Problem to work on: Please restate, word for word, each line from the one containing "Task: Give me" through the end of the entries below.

-- -- --

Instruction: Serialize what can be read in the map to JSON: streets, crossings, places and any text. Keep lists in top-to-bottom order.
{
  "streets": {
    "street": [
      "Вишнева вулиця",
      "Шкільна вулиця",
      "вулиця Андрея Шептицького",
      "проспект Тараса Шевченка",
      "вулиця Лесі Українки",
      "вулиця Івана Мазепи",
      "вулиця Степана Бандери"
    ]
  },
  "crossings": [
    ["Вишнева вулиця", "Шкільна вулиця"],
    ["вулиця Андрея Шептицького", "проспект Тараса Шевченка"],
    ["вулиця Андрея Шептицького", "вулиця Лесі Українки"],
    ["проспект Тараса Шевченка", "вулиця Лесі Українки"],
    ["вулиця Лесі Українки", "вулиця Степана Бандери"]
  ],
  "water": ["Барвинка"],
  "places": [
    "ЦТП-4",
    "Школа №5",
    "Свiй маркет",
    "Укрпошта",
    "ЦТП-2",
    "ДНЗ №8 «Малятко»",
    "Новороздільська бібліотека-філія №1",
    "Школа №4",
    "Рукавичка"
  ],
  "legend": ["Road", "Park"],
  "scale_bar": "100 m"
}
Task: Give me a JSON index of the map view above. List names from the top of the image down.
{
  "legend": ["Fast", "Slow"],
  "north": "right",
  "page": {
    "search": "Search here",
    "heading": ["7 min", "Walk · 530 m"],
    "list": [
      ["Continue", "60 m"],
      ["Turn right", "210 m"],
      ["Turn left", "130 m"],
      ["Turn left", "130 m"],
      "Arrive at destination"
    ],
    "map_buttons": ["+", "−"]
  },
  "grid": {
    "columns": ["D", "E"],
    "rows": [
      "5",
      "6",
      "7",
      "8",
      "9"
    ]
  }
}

-- -- --

Task output:
Task: Give me a JSON index of the map view above. List names from the top of the image down.
{
  "legend": ["Fast", "Slow"],
  "north": "right",
  "page": {
    "search": "Search here",
    "heading": ["7 min", "Walk · 530 m"],
    "list": [
      ["Continue", "60 m"],
      ["Turn right", "210 m"],
      ["Turn left", "130 m"],
      ["Turn left", "130 m"],
      "Arrive at destination"
    ],
    "map_buttons": ["+", "−"]
  },
  "grid": {
    "columns": ["D", "E"],
    "rows": [
      "5",
      "6",
      "7",
      "8",
      "9"
    ]
  }
}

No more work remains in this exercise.